■ Task objective ■
Check each line of the data below for the string "down". Then give the number of lines that have it, without anything else.

Collected data entries
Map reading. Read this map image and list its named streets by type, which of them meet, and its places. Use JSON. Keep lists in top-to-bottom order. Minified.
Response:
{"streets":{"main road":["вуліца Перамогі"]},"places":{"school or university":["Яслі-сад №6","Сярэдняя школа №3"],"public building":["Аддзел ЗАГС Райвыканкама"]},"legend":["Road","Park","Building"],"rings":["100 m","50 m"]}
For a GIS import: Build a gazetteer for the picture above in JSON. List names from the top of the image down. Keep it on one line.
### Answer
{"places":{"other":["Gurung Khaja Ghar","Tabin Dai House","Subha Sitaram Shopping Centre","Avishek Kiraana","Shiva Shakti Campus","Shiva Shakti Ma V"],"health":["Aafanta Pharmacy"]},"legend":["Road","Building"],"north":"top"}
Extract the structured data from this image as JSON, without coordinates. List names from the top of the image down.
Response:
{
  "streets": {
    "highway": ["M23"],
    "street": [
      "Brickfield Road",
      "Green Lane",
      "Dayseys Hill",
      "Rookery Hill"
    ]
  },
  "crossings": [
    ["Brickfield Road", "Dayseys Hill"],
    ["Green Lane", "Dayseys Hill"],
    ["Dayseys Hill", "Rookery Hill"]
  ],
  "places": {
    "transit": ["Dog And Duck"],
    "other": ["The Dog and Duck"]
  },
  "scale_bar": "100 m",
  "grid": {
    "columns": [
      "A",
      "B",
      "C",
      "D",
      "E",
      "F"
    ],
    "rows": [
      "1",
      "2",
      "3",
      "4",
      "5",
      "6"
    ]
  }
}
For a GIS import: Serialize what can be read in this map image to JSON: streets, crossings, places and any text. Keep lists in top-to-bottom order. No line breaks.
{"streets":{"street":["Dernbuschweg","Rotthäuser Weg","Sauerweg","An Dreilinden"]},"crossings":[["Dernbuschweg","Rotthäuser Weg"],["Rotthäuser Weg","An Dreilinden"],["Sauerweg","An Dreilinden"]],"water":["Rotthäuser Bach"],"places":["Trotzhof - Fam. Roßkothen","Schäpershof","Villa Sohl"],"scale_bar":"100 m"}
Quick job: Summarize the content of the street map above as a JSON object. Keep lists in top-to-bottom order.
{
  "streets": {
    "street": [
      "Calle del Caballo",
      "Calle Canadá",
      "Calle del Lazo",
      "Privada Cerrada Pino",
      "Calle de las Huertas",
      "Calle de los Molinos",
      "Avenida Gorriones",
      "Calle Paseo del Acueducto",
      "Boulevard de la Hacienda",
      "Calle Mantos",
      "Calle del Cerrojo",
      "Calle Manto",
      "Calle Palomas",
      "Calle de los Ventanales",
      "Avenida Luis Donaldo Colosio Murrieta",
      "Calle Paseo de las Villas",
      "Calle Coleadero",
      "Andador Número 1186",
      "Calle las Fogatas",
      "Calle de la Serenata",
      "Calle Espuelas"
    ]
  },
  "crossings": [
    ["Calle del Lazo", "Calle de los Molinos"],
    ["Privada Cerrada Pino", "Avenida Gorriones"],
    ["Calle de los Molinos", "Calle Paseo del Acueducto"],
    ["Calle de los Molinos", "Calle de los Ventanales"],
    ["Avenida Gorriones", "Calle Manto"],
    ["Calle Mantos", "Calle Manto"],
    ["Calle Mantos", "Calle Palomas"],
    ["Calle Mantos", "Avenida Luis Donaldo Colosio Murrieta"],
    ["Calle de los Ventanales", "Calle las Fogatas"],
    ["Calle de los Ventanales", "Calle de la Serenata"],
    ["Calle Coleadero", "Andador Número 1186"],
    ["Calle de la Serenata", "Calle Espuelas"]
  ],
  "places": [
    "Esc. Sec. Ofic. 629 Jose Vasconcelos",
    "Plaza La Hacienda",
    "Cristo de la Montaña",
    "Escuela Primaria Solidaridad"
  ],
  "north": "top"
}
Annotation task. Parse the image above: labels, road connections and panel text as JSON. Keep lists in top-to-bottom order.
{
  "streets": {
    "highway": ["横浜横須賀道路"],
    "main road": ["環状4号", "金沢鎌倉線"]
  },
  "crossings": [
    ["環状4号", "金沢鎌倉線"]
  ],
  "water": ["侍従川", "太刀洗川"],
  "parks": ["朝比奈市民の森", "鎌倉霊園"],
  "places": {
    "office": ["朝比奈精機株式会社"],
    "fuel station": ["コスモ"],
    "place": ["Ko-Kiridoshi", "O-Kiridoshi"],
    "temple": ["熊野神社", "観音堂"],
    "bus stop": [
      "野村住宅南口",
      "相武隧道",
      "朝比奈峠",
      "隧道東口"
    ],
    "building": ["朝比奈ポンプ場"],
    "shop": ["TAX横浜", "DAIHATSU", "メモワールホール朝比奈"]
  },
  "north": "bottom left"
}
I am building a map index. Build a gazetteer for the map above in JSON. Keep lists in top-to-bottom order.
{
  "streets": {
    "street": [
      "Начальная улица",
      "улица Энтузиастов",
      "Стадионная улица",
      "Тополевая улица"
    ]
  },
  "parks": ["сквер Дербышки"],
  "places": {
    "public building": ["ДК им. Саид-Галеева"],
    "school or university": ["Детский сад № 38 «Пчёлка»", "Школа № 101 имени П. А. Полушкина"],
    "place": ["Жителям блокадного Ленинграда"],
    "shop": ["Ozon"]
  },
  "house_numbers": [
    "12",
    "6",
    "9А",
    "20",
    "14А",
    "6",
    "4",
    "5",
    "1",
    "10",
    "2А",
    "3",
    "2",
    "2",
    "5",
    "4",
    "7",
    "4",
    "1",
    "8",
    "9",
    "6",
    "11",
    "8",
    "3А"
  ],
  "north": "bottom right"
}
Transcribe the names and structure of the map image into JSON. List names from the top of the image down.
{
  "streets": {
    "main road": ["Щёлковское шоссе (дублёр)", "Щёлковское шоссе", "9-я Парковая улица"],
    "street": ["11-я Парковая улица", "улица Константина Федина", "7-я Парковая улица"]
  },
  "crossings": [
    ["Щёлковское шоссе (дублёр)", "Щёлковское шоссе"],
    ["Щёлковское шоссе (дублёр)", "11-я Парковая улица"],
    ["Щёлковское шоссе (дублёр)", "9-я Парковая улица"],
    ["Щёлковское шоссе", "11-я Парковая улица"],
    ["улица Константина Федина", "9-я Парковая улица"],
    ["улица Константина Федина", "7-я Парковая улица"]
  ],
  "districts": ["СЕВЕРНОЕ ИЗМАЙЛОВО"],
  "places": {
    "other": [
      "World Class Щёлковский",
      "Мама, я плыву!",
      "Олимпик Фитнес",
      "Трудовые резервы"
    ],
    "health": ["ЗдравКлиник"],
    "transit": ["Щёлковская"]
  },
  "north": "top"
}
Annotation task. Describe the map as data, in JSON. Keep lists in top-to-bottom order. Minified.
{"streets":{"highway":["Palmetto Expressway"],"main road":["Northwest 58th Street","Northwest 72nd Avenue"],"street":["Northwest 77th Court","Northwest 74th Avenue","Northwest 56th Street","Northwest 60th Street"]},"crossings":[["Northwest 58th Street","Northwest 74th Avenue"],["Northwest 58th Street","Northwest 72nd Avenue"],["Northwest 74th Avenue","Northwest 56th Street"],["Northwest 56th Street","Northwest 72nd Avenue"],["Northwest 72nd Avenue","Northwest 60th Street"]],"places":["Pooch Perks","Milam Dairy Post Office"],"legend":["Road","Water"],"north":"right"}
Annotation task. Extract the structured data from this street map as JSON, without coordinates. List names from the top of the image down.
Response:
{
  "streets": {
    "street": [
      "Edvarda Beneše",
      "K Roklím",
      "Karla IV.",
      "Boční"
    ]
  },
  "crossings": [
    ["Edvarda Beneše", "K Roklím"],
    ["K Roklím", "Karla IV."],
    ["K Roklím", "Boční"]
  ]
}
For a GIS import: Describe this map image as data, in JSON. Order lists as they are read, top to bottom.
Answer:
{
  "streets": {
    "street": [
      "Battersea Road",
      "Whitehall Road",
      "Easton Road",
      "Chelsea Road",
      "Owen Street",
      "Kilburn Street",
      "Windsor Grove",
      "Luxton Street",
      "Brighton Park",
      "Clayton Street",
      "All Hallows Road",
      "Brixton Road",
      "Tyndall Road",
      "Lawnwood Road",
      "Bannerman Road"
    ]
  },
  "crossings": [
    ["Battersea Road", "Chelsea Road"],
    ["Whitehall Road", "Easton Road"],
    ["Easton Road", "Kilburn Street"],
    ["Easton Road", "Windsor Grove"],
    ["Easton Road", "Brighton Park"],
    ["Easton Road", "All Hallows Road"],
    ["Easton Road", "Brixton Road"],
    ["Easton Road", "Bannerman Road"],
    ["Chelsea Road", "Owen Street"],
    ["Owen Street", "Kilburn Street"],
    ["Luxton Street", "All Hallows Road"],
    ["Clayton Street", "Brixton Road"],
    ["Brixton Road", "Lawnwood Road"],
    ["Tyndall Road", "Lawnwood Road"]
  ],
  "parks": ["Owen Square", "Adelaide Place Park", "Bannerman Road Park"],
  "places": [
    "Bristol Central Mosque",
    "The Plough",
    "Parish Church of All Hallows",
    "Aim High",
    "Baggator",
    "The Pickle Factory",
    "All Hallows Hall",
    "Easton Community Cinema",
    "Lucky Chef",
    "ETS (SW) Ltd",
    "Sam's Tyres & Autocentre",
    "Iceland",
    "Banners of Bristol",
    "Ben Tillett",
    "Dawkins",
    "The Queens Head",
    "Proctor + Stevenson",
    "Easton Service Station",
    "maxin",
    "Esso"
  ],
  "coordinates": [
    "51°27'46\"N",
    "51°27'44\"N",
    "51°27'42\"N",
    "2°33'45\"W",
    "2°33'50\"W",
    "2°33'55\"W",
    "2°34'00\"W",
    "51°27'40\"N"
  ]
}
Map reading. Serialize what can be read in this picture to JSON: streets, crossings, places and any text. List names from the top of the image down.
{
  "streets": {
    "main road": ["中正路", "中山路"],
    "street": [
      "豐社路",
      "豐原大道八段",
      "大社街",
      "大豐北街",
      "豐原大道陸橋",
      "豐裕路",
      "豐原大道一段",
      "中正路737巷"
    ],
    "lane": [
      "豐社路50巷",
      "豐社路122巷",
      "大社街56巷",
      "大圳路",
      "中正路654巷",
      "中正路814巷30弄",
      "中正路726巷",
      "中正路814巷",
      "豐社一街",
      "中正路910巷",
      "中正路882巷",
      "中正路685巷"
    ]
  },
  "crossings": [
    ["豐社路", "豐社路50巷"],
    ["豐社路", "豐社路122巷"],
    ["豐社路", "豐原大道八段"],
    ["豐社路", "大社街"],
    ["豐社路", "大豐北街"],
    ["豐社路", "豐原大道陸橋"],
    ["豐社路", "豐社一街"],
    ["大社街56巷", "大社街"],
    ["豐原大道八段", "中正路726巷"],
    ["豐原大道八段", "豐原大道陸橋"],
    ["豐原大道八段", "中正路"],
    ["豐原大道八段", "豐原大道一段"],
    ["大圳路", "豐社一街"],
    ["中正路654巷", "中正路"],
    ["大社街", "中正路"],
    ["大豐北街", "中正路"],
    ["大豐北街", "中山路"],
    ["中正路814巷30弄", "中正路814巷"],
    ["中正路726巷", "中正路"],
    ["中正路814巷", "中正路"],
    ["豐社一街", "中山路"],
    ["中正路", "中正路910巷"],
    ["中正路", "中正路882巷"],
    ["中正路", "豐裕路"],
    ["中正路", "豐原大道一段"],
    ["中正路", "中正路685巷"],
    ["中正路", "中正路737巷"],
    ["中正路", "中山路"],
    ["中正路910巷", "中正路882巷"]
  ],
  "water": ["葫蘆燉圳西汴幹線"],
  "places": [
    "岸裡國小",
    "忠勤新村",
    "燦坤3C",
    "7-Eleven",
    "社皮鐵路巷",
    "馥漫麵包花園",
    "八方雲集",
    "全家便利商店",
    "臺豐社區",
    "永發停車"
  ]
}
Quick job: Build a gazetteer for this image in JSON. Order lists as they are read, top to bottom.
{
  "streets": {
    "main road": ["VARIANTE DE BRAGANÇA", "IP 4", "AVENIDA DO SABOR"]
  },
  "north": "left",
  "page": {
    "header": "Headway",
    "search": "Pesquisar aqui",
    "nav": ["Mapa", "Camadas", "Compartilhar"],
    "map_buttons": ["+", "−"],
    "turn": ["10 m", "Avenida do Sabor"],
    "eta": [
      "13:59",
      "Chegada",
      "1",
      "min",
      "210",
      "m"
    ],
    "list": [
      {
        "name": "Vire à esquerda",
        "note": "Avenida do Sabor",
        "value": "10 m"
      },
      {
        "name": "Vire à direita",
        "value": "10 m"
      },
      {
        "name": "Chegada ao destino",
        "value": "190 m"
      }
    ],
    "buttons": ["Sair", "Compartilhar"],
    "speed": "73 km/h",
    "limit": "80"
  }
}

■ Output for this exercise ■
5